Les défis immenses d’un pays riche mais inégalitaire
Si cette investiture marque officiellement le début d’une nouvelle ère politique pour le Gabon, les défis socio-économiques auxquels doit faire face le nouveau président restent colossaux. Malgré ses importantes ressources naturelles, notamment pétrolières, le Gabon souffre de nombreux maux structurels:
- Un taux de chômage des jeunes avoisinant les 40%, qui alimente frustration et désillusion;
- Un réseau électrique défaillant occasionnant de fréquentes coupures de courant, y compris dans la capitale;
- Des infrastructures routières fortement dégradées qui entravent le développement économique des régions;
- Une dette publique préoccupante qui pourrait atteindre 80% du PIB en 2025, limitant considérablement la marge de manœuvre budgétaire du gouvernement.
Dans son discours d’investiture, le président Oligui Nguema a évoqué ces défis et a réitéré sa détermination à transformer profondément l’économie gabonaise, en favorisant la diversification économique et en attirant les investissements étrangers.
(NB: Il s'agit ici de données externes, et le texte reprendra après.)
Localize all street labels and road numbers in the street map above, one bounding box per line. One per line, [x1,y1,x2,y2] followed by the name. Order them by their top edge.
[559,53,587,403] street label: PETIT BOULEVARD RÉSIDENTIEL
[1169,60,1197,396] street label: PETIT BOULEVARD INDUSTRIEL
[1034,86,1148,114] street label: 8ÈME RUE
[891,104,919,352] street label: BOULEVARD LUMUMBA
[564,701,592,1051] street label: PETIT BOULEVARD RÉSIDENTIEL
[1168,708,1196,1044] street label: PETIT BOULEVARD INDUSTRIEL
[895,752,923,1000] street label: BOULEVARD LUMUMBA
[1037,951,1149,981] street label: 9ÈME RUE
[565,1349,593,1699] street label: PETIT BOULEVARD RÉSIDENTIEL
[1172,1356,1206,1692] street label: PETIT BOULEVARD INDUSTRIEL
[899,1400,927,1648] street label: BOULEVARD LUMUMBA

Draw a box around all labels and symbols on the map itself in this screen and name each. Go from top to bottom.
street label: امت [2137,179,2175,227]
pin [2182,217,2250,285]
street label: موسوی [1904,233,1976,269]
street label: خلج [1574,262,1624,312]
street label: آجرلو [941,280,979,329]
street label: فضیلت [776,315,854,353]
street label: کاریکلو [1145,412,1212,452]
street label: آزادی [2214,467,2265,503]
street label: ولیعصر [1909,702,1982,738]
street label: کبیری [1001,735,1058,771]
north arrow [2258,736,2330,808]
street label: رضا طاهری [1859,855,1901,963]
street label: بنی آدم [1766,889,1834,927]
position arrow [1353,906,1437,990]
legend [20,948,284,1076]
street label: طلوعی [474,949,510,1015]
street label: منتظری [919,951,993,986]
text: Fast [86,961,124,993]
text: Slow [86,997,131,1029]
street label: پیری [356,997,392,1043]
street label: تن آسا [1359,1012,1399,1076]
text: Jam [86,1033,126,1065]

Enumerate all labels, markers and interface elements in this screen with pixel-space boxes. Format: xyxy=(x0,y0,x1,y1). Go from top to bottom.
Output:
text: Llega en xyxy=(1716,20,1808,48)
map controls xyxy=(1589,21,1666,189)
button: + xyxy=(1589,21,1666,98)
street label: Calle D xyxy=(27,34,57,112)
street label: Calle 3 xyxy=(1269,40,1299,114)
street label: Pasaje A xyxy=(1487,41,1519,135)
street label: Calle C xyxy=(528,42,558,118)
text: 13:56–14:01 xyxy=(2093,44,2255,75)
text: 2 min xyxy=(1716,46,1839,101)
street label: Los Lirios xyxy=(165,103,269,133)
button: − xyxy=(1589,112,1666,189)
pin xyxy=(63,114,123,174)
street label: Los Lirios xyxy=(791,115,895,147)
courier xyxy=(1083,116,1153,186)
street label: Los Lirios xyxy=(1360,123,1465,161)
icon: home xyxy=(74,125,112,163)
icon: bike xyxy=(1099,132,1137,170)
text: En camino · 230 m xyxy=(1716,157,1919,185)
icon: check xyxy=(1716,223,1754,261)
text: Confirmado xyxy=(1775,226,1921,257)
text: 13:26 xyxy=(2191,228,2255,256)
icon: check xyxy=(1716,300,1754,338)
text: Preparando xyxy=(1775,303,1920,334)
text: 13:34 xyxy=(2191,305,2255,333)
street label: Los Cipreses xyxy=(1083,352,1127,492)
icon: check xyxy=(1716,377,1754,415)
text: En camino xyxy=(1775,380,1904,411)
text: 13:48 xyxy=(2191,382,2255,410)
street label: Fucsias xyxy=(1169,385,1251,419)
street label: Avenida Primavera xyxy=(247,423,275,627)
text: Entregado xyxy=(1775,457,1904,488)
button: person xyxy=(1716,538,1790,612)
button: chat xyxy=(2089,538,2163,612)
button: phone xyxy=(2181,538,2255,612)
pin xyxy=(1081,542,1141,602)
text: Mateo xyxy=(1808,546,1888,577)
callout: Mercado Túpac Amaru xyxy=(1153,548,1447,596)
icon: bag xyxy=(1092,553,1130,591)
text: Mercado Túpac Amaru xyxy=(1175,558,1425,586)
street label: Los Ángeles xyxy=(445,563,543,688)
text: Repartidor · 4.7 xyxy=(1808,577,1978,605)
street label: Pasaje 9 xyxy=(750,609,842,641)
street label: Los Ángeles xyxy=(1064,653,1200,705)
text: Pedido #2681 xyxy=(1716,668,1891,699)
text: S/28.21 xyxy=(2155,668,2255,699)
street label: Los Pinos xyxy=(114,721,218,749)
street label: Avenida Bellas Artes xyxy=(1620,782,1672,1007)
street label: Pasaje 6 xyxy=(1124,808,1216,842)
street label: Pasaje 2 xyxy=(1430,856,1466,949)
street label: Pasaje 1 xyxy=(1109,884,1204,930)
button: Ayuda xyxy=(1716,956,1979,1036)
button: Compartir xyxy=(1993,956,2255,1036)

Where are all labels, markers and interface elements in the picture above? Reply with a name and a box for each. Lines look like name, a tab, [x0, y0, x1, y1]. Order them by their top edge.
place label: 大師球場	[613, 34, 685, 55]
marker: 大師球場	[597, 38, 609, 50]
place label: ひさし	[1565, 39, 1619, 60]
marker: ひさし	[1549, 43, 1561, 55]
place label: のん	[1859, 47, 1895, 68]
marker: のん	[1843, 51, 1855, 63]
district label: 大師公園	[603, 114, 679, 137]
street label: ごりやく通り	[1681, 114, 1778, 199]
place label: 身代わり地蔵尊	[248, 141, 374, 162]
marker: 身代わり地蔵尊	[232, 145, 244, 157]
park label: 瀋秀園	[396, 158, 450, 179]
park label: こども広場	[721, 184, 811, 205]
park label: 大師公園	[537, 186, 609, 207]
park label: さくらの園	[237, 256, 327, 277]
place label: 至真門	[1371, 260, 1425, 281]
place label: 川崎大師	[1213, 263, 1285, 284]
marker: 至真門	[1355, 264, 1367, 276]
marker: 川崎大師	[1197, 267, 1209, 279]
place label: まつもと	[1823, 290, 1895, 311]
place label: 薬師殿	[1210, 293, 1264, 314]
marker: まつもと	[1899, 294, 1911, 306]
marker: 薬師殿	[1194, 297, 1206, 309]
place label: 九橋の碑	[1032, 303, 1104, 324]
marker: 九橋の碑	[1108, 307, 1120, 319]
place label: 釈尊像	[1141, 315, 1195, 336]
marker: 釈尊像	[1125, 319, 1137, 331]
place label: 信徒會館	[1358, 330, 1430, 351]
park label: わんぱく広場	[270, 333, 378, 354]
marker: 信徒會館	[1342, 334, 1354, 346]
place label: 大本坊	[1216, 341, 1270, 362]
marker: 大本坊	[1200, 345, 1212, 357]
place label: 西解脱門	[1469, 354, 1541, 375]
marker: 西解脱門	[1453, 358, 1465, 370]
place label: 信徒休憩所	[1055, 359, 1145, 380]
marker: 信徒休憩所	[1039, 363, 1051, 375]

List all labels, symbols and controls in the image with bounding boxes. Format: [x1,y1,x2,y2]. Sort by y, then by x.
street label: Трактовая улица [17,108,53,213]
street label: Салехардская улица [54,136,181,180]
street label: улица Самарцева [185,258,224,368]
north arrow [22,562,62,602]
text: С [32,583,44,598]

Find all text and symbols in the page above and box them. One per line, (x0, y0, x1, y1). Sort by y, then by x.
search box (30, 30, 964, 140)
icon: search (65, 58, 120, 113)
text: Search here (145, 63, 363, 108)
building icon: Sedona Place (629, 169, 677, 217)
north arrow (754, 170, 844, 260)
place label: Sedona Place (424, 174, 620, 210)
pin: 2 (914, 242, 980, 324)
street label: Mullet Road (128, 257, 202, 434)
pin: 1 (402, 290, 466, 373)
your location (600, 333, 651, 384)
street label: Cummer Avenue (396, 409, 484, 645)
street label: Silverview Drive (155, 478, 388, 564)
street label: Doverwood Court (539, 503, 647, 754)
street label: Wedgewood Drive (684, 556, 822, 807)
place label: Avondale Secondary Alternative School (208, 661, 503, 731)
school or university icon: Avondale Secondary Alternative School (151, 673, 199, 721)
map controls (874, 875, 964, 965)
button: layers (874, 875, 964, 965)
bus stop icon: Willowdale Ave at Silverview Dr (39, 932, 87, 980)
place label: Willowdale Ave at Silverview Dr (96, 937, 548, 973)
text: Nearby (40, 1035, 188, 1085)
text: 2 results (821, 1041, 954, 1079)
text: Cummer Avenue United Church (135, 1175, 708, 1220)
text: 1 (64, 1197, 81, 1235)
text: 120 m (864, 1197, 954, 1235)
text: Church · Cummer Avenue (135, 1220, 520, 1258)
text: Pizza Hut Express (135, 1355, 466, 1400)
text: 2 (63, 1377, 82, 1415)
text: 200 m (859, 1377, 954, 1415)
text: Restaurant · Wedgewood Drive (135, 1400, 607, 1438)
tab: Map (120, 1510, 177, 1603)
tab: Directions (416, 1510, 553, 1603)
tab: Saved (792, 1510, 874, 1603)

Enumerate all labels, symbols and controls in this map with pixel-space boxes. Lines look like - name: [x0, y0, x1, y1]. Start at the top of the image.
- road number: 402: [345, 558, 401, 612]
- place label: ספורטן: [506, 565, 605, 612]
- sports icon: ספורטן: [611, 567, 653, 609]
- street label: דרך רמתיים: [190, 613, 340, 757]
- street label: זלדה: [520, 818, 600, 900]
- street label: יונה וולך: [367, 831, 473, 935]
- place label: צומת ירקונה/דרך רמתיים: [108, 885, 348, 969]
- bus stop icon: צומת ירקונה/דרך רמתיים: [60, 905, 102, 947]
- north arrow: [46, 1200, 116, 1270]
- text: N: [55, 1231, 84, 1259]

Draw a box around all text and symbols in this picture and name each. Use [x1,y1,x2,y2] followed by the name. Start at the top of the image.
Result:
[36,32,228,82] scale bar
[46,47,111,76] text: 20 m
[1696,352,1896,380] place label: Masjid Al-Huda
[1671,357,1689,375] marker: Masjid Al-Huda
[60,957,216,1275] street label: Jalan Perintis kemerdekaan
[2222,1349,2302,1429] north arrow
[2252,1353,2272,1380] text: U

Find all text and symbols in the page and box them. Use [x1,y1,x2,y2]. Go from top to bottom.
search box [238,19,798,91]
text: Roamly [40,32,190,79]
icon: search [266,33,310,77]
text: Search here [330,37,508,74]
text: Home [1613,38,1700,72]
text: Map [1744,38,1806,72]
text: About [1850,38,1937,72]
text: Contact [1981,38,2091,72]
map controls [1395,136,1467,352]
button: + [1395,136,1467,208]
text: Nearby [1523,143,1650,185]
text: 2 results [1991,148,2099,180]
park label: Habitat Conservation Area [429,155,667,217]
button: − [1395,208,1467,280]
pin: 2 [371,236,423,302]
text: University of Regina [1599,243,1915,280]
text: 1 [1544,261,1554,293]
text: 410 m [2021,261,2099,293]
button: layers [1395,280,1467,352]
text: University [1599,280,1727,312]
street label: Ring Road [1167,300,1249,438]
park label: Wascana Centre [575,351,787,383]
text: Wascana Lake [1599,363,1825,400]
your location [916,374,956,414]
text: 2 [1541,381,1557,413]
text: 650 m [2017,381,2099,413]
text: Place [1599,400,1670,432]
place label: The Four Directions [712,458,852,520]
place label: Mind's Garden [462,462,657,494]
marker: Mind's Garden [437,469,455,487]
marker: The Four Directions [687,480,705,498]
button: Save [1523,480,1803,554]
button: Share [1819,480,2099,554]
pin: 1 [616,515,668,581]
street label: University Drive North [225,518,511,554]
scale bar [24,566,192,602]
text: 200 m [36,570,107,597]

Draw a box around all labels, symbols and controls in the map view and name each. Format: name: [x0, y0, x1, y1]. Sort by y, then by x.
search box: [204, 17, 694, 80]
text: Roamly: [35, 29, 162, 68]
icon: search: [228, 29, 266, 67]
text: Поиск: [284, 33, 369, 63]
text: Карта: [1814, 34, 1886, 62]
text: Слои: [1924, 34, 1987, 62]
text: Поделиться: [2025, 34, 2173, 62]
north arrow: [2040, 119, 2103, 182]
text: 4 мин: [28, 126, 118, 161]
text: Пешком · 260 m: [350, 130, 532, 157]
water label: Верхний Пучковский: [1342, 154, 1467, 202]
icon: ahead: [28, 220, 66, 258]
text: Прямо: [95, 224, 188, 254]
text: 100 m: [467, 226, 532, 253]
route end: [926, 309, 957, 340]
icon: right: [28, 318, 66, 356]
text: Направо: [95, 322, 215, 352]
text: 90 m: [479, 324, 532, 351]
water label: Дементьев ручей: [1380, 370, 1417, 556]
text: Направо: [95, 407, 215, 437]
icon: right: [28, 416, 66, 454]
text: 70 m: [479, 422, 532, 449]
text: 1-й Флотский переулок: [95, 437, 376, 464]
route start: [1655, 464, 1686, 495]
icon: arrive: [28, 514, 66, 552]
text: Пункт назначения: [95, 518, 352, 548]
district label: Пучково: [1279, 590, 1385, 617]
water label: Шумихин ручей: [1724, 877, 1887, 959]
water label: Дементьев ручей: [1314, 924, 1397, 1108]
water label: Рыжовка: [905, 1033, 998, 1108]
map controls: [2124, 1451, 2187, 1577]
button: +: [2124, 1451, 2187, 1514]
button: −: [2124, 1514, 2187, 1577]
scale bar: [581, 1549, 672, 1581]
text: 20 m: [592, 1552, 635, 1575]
Il a également insisté sur la nécessité de redistribuer plus équitablement les richesses du pays, afin que tous les Gabonais puissent bénéficier des ressources nationales.
Une page qui se tourne dans l’histoire gabonaise
Cette investiture marque symboliquement la fin définitive de l’ère Bongo au Gabon. Omar Bongo avait dirigé le pays de 1967 à 2009, avant d’être remplacé par son fils Ali, qui a gouverné jusqu’à son renversement en 2023. Avec l’arrivée au pouvoir d’Oligui Nguema par les urnes, c’est une nouvelle page de l’histoire gabonaise qui s’écrit.
Les Gabonais, qui ont massivement soutenu le nouveau président, nourrissent de grands espoirs de changement et d’amélioration de leurs conditions de vie. L’avenir dira si le président Oligui Nguema saura être à la hauteur de ces attentes et s’il parviendra à transformer durablement un pays aux potentialités immenses mais aux inégalités persistantes.
Les premiers mois de cette présidence seront scrutés avec attention, tant par la population gabonaise que par la communauté internationale, pour évaluer la réalité des changements promis et la capacité du nouveau régime à instaurer une gouvernance plus juste et plus efficace.